▶ **Task**
In full and without deviation, reproduce the records that follow.

▶ **Record extracts**
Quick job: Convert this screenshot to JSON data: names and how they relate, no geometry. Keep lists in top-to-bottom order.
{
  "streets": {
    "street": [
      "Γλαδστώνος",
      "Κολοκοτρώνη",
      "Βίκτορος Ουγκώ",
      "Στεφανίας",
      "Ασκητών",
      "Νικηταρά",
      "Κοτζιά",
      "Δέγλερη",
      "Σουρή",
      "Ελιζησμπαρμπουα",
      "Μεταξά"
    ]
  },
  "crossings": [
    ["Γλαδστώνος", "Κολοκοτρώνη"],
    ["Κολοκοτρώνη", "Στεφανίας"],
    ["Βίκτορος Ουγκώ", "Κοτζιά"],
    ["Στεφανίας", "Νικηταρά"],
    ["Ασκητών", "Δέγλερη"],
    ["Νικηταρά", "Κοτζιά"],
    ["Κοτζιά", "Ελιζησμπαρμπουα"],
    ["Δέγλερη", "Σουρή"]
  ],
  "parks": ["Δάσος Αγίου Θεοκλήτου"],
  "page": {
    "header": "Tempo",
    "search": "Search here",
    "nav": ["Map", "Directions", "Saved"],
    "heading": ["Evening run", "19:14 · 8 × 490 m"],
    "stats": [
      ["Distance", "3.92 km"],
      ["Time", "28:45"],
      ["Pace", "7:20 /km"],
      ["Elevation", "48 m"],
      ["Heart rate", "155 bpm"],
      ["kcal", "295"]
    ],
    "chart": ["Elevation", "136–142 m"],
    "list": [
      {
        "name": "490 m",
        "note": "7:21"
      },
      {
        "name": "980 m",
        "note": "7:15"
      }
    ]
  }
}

▶ **Task output**
Quick job: Convert this screenshot to JSON data: names and how they relate, no geometry. Keep lists in top-to-bottom order.
{
  "streets": {
    "street": [
      "Γλαδστώνος",
      "Κολοκοτρώνη",
      "Βίκτορος Ουγκώ",
      "Στεφανίας",
      "Ασκητών",
      "Νικηταρά",
      "Κοτζιά",
      "Δέγλερη",
      "Σουρή",
      "Ελιζησμπαρμπουα",
      "Μεταξά"
    ]
  },
  "crossings": [
    ["Γλαδστώνος", "Κολοκοτρώνη"],
    ["Κολοκοτρώνη", "Στεφανίας"],
    ["Βίκτορος Ουγκώ", "Κοτζιά"],
    ["Στεφανίας", "Νικηταρά"],
    ["Ασκητών", "Δέγλερη"],
    ["Νικηταρά", "Κοτζιά"],
    ["Κοτζιά", "Ελιζησμπαρμπουα"],
    ["Δέγλερη", "Σουρή"]
  ],
  "parks": ["Δάσος Αγίου Θεοκλήτου"],
  "page": {
    "header": "Tempo",
    "search": "Search here",
    "nav": ["Map", "Directions", "Saved"],
    "heading": ["Evening run", "19:14 · 8 × 490 m"],
    "stats": [
      ["Distance", "3.92 km"],
      ["Time", "28:45"],
      ["Pace", "7:20 /km"],
      ["Elevation", "48 m"],
      ["Heart rate", "155 bpm"],
      ["kcal", "295"]
    ],
    "chart": ["Elevation", "136–142 m"],
    "list": [
      {
        "name": "490 m",
        "note": "7:21"
      },
      {
        "name": "980 m",
        "note": "7:15"
      }
    ]
  }
}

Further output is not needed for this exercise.